The cabin in the woods had been abandoned for years, but one night, a candle burned in the window.
He'd been traveling for days on end, dealing with sleepless nights relentlessly one after another. Fleeing from the darkness of the outside world, at least while surrounded by walls, he felt a sense of security no matter how false it was.
Scrambling into the wooden house, he closed the door quickly behind him, but slowed its approach as it came to the threshold between the inside and outside world. Vanishing behind the wooden portions themselves, it was as if he was never outside at all. He's been in the wild for so long that he lost the scent of humanity and civilization. He was marinated in his own sweat, oils, and even blood along with the natural fragrances of the world. Pollen, the sweet scent of flower petals, the numerous amounts of corn fields that he's traveled through, mud that filled in the cracks of his skin, moss and fungi alike that grew in new crevices forming from his hairs and underneath nails alike.
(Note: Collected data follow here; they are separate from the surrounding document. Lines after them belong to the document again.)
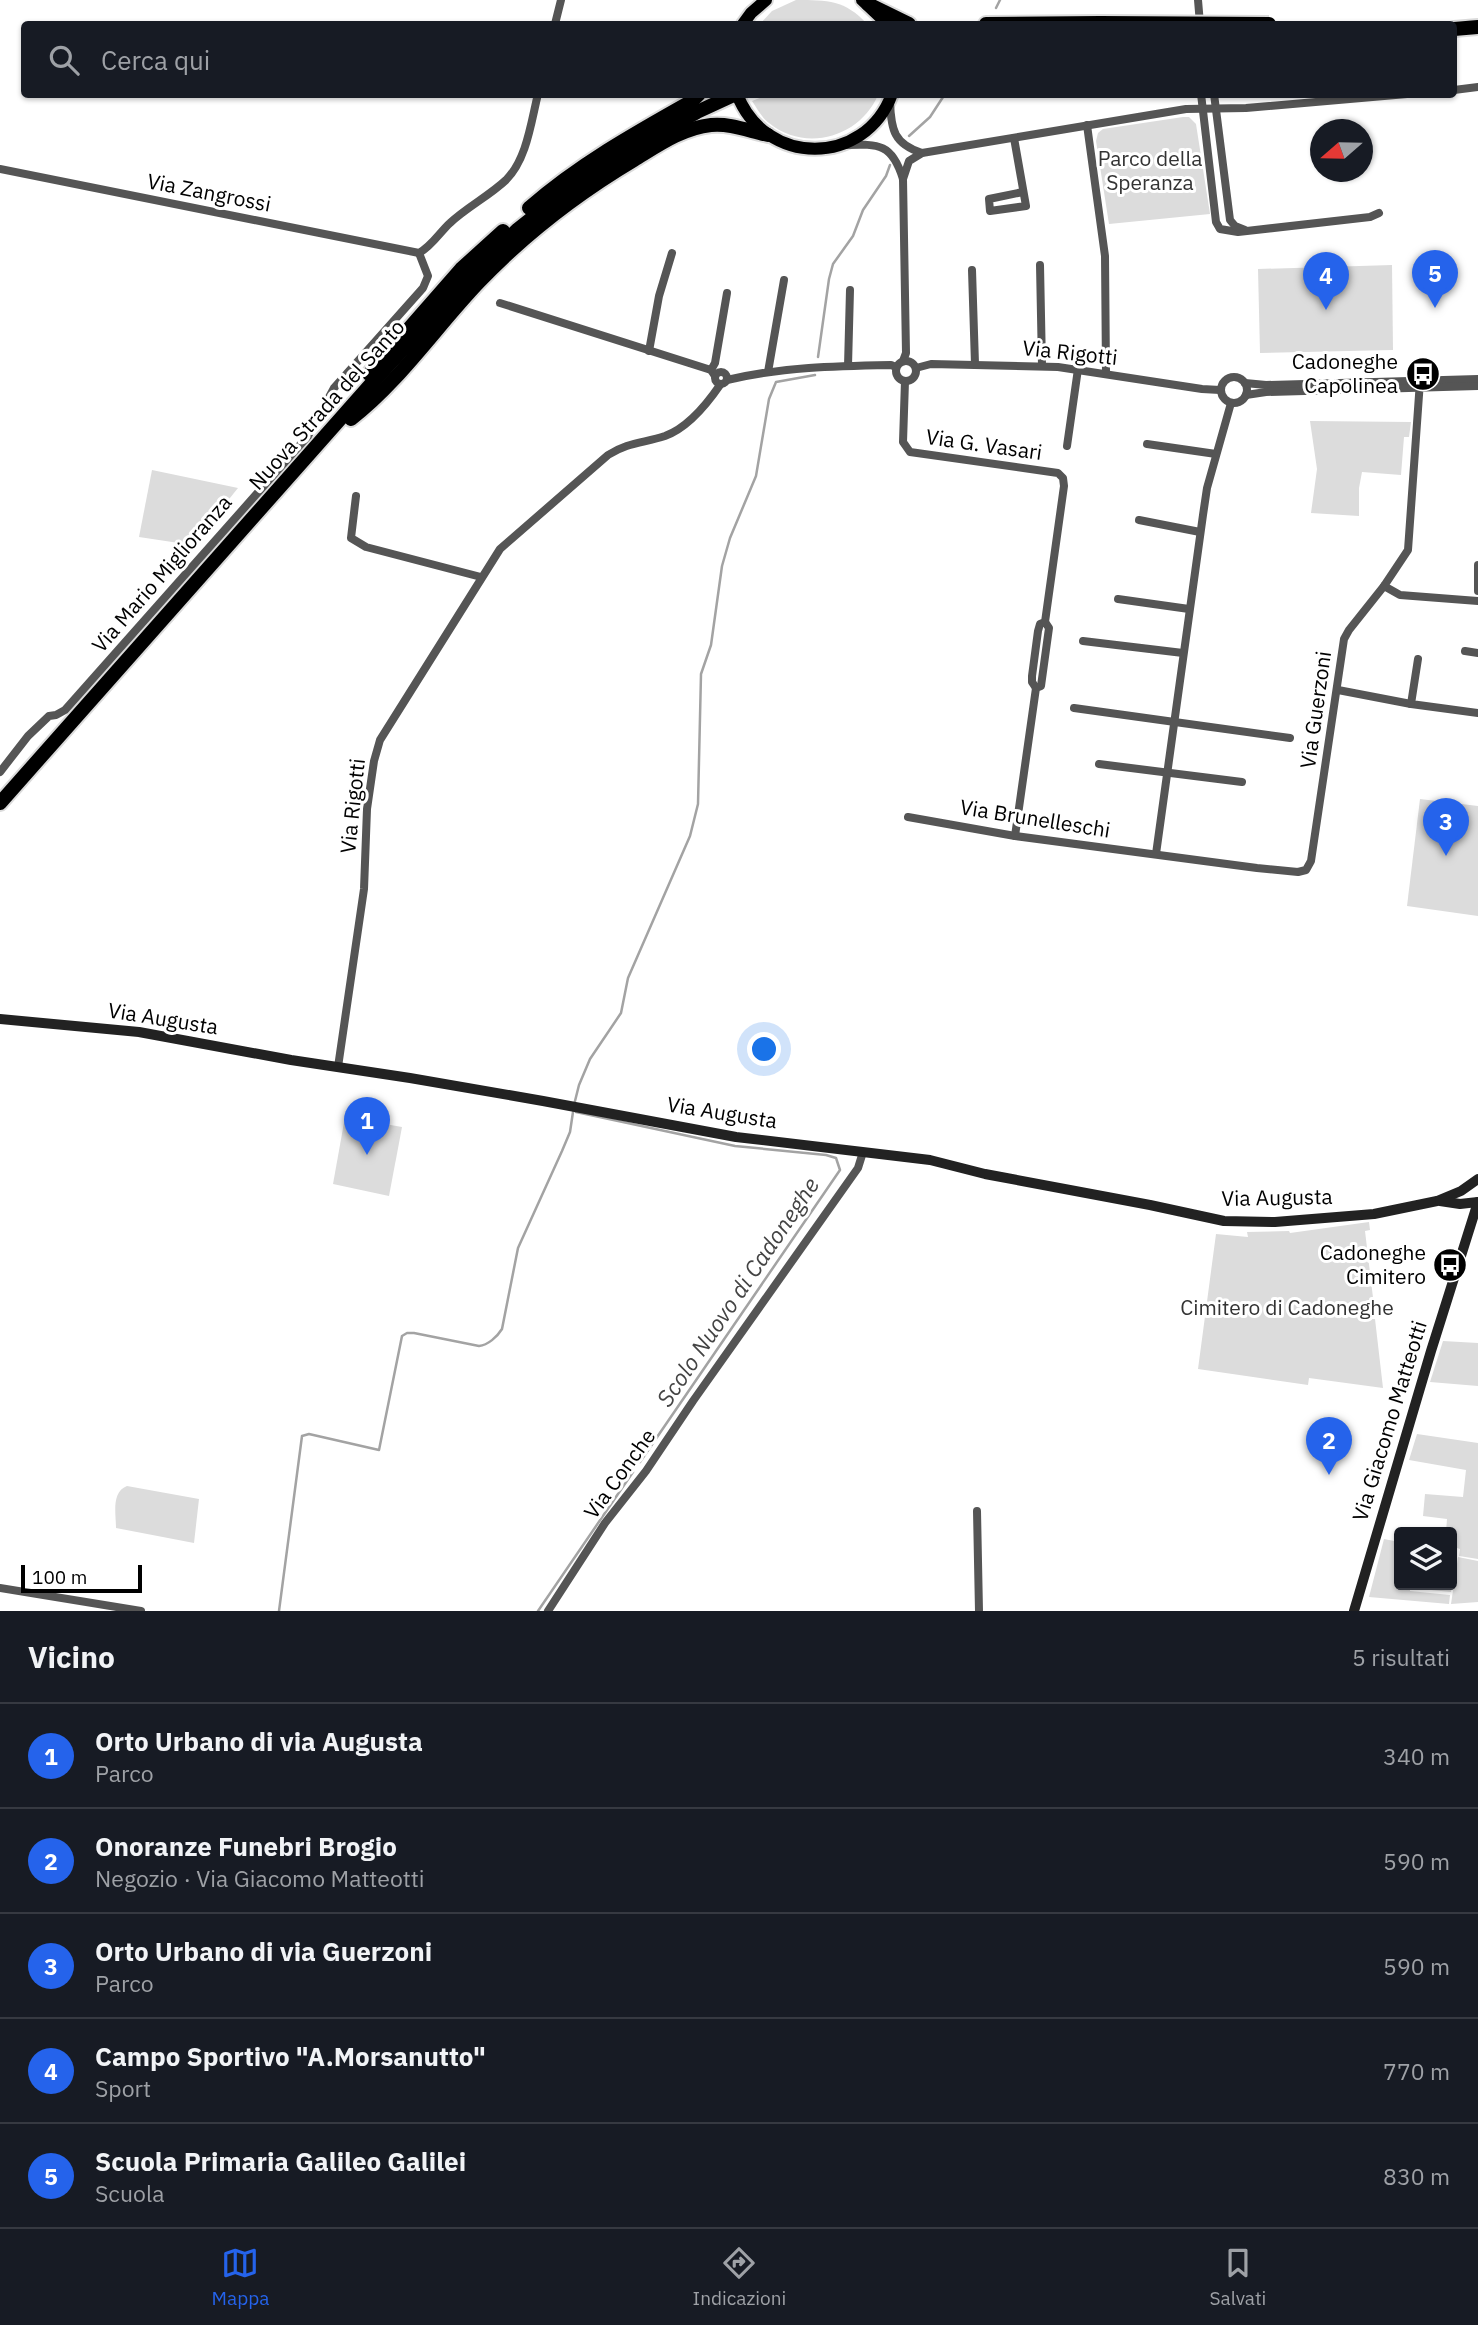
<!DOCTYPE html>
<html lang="it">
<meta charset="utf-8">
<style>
body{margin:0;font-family:"IBM Plex Sans",sans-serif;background:#20242c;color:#f1f3f6}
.controls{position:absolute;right:21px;bottom:21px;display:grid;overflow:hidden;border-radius:7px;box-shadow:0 2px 5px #0004}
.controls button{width:63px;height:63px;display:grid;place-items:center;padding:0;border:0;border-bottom:2px solid #363941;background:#171b24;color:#f1f3f6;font:35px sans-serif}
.compass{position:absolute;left:1310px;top:119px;width:63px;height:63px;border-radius:50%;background:#171b24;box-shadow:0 2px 5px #0004;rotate:250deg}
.scale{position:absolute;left:21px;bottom:18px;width:121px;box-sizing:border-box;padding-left:7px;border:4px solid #000;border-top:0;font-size:19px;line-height:24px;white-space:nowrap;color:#000;-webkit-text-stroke:5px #fff;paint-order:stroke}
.you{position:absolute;left:765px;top:1050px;width:24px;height:24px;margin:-18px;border:5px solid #fff;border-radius:50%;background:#1a73e8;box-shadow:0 0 0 10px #1a73e833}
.badge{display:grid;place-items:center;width:46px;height:46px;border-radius:50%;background:#2563eb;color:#fff;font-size:23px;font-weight:700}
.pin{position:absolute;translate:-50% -58px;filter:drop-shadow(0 2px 4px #0008)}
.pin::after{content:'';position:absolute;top:37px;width:24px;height:21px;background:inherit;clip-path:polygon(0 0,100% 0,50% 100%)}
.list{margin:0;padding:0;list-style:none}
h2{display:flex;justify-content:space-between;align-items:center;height:91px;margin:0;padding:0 28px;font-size:30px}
h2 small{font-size:23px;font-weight:400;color:#9ea1a6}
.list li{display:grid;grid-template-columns:46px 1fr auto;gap:21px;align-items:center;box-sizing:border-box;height:105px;padding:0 28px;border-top:2px solid #363941}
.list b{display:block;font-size:26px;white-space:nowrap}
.list p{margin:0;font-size:23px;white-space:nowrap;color:#9ea1a6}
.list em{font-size:23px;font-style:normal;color:#9ea1a6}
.icon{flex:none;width:38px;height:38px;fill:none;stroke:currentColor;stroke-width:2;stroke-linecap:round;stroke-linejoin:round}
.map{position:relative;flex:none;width:1478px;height:1611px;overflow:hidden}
.search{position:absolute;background:#171b24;box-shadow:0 2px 5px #0004;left:21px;right:21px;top:21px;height:77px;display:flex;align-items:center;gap:18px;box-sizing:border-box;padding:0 24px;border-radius:7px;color:#9ea1a6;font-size:26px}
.sheet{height:616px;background:#171b24}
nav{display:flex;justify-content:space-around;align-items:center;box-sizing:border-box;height:98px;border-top:2px solid #363941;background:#171b24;font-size:19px;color:#9ea1a6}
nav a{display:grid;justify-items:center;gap:4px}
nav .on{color:#2563eb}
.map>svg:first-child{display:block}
.green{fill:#dcdcdc}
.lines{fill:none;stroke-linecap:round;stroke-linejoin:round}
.stream{stroke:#a3a3a3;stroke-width:2.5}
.primary-casing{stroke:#dbdbdb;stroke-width:16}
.highway-casing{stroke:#dbdbdb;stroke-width:18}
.street{stroke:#555;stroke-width:8}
.secondary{stroke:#222;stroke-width:10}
.primary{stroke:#000;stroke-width:12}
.highway{stroke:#000;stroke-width:14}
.highway-bridge-casing{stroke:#dbdbdb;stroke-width:18;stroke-linecap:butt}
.highway-bridge{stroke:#000;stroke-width:14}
.labels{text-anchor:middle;stroke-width:6;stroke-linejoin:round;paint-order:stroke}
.park-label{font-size:21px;fill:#333;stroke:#fff}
.street-label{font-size:21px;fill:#000;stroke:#fff}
.poi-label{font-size:21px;fill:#000;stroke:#fff;text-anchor:end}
.water-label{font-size:23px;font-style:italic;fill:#444;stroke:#fff}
</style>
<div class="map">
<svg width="1478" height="1611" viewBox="0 0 1478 1611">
<rect width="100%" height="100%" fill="#fff"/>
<g class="green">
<path d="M796 0C828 0 845 0 867 24H760L772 11Z"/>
<path d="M770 94H878V95C860 137 806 153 769 123 761 117 757 108 752 101Z"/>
<polygon points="1183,117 1189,117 1196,124 1210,214 1109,224 1096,141 1098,133 1103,129"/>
<polygon points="1392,265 1393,350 1260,353 1258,269"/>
<polygon points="1310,421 1411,422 1409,437 1404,437 1401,475 1362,472 1359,488 1359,516 1311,513 1317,469"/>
<polygon points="152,470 238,488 192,545 139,537"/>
<polygon points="1420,799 1478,806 1478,916 1407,906"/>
<polygon points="345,1117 402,1127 389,1196 333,1184"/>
<polygon points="1369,1222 1370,1230 1365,1231 1374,1306 1379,1306 1380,1314 1372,1316 1372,1319 1375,1319 1383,1388 1309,1378 1308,1385 1198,1369 1216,1234 1248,1237 1247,1232 1289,1231 1290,1233"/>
<polygon points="1443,1341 1478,1343 1478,1386 1430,1382"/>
<polygon points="1417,1434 1478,1443 1478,1559 1459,1556 1460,1549 1457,1548 1451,1592 1411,1588 1411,1585 1452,1585 1452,1532 1446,1532 1447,1519 1423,1516 1425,1494 1463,1497 1466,1470 1409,1460"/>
<path d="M127 1486 199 1499 194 1543 116 1528C116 1514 111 1492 127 1486Z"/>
<polygon points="1384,1539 1399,1542 1399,1585 1410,1585 1410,1591 1450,1595 1449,1604 1369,1597"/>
<polygon points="1458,1557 1478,1561 1478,1602 1451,1604"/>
</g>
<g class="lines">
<g class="stream">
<polyline points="996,8 1000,0"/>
<polyline points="909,136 930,117 945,94"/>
<polyline points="818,357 829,279 833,264 853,236 863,210 886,176 890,165"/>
<polyline points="574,1105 579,1085 590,1059 621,1013 628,978 690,836 698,804 701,674 711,645 722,566 730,538 756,476 769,399 776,382 815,375"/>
<polyline points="576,1112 735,1146 826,1155 836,1158 840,1170 640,1462"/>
<path d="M279 1611 302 1436 309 1434 379 1450 402 1336 407 1333H414L479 1346C488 1345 497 1337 502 1329L518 1248 562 1151 570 1132 573 1112"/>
<polyline points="538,1611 633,1472"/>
</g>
<g class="primary-casing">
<g id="primary">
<polyline points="862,0 881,18 884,24"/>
<polyline points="743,24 751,13 766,0"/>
<path d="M737 94C765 167 865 167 892 94"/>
</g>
</g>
<g class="highway-casing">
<g id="highway">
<polyline points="868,4 909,24"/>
<polyline points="986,24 1100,23"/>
<polyline points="1454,29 1478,27"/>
<path d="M529 208C578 165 635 133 692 101L699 94"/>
<polyline points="369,374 461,269 503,231"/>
<path d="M351 419C400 381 436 327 479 282 524 235 577 194 634 160 657 146 682 128 711 125 730 123 749 131 768 135"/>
<polyline points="0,803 372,383 473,273 517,230 570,188 621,153 697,112 736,94"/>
</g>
</g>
<g class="street">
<polyline points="1198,0 1200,24"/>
<polyline points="555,24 561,0"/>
<polyline points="1454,90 1478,87"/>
<polyline points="1201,94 1216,222 1220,229 1238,232 1370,217 1379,213"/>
<polyline points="1214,94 1230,220 1235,226 1245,230"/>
<path d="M890 102C891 130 894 144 922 153"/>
<polyline points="1087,125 1105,256 1106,373"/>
<polyline points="1014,138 1026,206 990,211 989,199 1023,192"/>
<path d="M844 145C879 144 892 143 903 179L906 353 903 361"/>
<path d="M0 169 419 253C432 246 440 232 450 223 467 207 489 196 506 180 527 159 531 122 538 94"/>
<polyline points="903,179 909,161 922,153 1186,109 1246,108 1407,94"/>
<polyline points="1040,265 1042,366"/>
<polyline points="972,270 975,364"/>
<polyline points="500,303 711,370 715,376"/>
<polyline points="649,351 659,296 672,253"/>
<circle cx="906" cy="371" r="10"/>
<polyline points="848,366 850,290"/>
<polyline points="916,368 931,364 1058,367 1202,389 1220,390"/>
<polyline points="711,370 715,363 727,293"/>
<circle cx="721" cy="378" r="6"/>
<polyline points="768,372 784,280"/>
<circle cx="1234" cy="390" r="13"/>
<path d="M727 380C781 367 837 366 891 365L896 367"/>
<polyline points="905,381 903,442 910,452 1058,473 1063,478 1064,486 1045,622 1040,624 1038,631 1032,676 1032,682 1036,688"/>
<polyline points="1245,383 1266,385 1478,379"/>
<polyline points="1246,395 1266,392 1478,386"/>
<polyline points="1147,444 1216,454"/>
<polyline points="1067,446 1078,369"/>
<polyline points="356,496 351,538 366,547 481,577"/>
<polyline points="1139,520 1200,532"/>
<polyline points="1478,565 1478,591"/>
<polyline points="1384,586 1400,595 1478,601"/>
<polyline points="1118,599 1189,609"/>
<polyline points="1083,641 1183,653"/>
<polyline points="1465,651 1478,653"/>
<polyline points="1418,659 1411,704 1478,713"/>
<polyline points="1338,690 1411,704"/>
<polyline points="1074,708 1290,738"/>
<polyline points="1099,764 1242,782"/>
<polyline points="0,772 28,736 49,716 56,715 65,710 308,436 334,388 423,288 428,276 419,253"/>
<polyline points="908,817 1015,836 1257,868 1298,872 1306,870 1311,861 1344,639 1349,630 1384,586 1408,550 1420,381"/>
<polyline points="1015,836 1036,688 1041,686 1049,628 1045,622"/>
<polyline points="1156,854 1203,515 1207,488 1231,403"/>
<path d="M338 1067 364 889 367 809 374 761 380 740 500 549 608 455C628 442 644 443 665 436 687 428 707 404 720 385"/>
<polyline points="977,1511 979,1611"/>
<polyline points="0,1588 141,1611"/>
<polyline points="548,1611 605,1523 646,1471 693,1401 858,1168 863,1152"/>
</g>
<g class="secondary">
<polyline points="0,1019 139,1032 291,1060 410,1078 543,1101 736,1137 930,1160 985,1174 1150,1205 1224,1221 1275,1222 1374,1214 1437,1201 1461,1191 1478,1179"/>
<polyline points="1440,1201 1460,1204 1478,1202"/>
<polyline points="1354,1611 1431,1351 1478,1202"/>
</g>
<use href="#primary" class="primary"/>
<use href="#highway" class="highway"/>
<g class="highway-bridge-casing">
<polyline id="highway-bridge" points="1100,23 1269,24"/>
</g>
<use href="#highway-bridge" class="highway-bridge"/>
</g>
<defs>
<g id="bus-disc" transform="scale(1.75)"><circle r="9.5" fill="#000" stroke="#fff"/><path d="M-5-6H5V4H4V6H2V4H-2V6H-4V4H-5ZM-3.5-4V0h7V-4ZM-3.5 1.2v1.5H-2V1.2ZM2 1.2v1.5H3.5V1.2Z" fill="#fff"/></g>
</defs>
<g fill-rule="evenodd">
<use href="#bus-disc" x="1423" y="374"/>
<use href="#bus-disc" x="1450" y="1265"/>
</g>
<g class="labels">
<g class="park-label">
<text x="1150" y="166">Parco della<tspan x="1150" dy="24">Speranza</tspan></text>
<text x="1287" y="1315">Cimitero di Cadoneghe</text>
</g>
<g class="street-label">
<text transform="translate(209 193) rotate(11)" y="7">Via Zangrossi</text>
<text transform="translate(1070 353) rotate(6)" y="7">Via Rigotti</text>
<text transform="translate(327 405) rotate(-48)" y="7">Nuova Strada del Santo</text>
<text transform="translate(984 445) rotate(8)" y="7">Via G. Vasari</text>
<text transform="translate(162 574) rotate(-49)" y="7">Via Mario Miglioranza</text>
<text transform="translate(1316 710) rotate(-82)" y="7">Via Guerzoni</text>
<text transform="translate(353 806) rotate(-84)" y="7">Via Rigotti</text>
<text transform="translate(1035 819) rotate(9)" y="7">Via Brunelleschi</text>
<text transform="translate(163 1019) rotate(9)" y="7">Via Augusta</text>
<text transform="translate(722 1113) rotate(9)" y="7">Via Augusta</text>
<text transform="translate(1277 1198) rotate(-1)" y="7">Via Augusta</text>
<text transform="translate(1390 1421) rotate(-73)" y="7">Via Giacomo Matteotti</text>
<text transform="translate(620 1474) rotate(-54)" y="7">Via Conche</text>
</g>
<g class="poi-label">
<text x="1398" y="369">Cadoneghe<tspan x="1398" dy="24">Capolinea</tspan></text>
<text x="1426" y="1260">Cadoneghe<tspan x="1426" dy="24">Cimitero</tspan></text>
</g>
<g class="water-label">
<text transform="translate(738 1292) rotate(-56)" y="8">Scolo Nuovo di Cadoneghe</text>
</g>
</g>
</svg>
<div class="controls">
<button><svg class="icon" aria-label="layers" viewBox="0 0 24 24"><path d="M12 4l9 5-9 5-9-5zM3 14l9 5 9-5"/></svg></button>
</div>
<svg class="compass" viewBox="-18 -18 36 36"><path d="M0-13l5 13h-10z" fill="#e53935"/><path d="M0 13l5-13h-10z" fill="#9ea1a6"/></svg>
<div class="scale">100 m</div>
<div class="you"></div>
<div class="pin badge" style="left:367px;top:1155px">1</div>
<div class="pin badge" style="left:1329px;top:1475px">2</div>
<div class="pin badge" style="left:1446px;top:856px">3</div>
<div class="pin badge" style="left:1326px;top:310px">4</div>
<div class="pin badge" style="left:1435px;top:308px">5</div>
<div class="search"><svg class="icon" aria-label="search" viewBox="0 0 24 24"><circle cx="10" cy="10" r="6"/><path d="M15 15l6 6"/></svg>Cerca qui</div>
</div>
<section class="sheet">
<h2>Vicino<small>5 risultati</small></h2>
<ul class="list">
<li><span class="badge">1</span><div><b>Orto Urbano di via Augusta</b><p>Parco</p></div><em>340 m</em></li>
<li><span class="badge">2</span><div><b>Onoranze Funebri Brogio</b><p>Negozio · Via Giacomo Matteotti</p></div><em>590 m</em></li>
<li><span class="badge">3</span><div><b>Orto Urbano di via Guerzoni</b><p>Parco</p></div><em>590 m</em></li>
<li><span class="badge">4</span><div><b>Campo Sportivo &quot;A.Morsanutto&quot;</b><p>Sport</p></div><em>770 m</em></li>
<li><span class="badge">5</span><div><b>Scuola Primaria Galileo Galilei</b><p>Scuola</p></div><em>830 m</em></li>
</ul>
</section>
<nav>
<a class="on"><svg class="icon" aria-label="map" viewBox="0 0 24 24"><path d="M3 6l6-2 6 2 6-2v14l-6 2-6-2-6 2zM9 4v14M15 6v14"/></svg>Mappa</a>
<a><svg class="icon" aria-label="directions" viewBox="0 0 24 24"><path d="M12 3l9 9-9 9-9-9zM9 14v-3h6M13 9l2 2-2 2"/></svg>Indicazioni</a>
<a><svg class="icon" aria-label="saved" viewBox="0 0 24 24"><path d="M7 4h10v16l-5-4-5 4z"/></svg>Salvati</a>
</nav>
Though he was more a mess than the abandoned cabin was, the first task he set about to was sweeping up the spiderwebs and removing the dust from off the few pieces of furniture that were. First the east corner, then from the north towards the south, and last but not least the west. The dust was swept from the east as the sun rises, and all picked up in the west, just as the sun sets.
"East to west. East to west. North to south, and east to west." He recited this in his mind like a an old school windup clock. "East to west. East to west. Do every task with care make sure to never jest."
After he had swept up all of the dust he moved to the couch and draped it with a tarp. He always preferred to sleep as a burrito. Instead of trapping what was on the couch underneath with him, he'd rather wrap himself up in the tarp itself, staying with the devilish filth that he's become accustomed to.
After preparing where he would sleep for the evening, the table was prepped for that which he held clutched to his chest. Unbinding the cloth from around his backpack, he gingerly pulled the wad of wrapped clothing from his chest and laid it out on the table.
Turning it around he slowly undid the folds till it was just loose enough to see the signs of life that squirmed inside. A toothless mouth opened up towards him, yawning from sheer exhaustion. The old man could do nothing but hope that it would remain quiet for the night. Yet, the circumstance on which he found his new travel companion was the most peculiar to him.
It's been less than the turn of a moon cycle since he came across his companion's homestead. Yet, the longer he carried his companion, the less compassion grew in his heart day-by-day. Though the soul that he now laid on the table was entirely reliant upon those around it, he was disgruntled with a sort of obligated responsibility towards this new person.
Rifling through his pockets on his fisherman's jacket, the old man pulled out finally found what he was looking for. A sleeping oil that would aid the both of them in their rest. They couldn't have any nightmares if they were too fast asleep to have them. Lately that's the only thing that's been seeming to plague him these days, that and a dwindling food supply. Picking up two spice bottles, one of powdered milk and the other a dehydrated bean mix, he added water to them both, shaking them vehemently.
Once the meals were prepared he added one drop for his travel companion, and three drops for him. The longer they slept the less food they would have to eat, since the less energy they would expend. Sadly though, the old man knew that as his appetite and size would shrink further into his elderly years, his new companions' would continue to grow. The more he ate the more he grew. The more he grew the more he ate.
"Why?" He asked to himself, finishing up the final tasks before night fell upon them. "Why was I dealt this hand? Why do I have to be responsible for this. I never asked for it? So why?"
As his bitterness began to set deep into his heart, he made two small circles. Salt slightly crusted the floor around the table and the couch. Meanwhile, the doorway he brushed his thumb across with some old blood form a lambchop he got at the closed down grocery store.
One for protection against the dark ones, and one so that the light ones may pass over them.
"Please, grant us rest tonight," he pleaded, before shutting his eyes.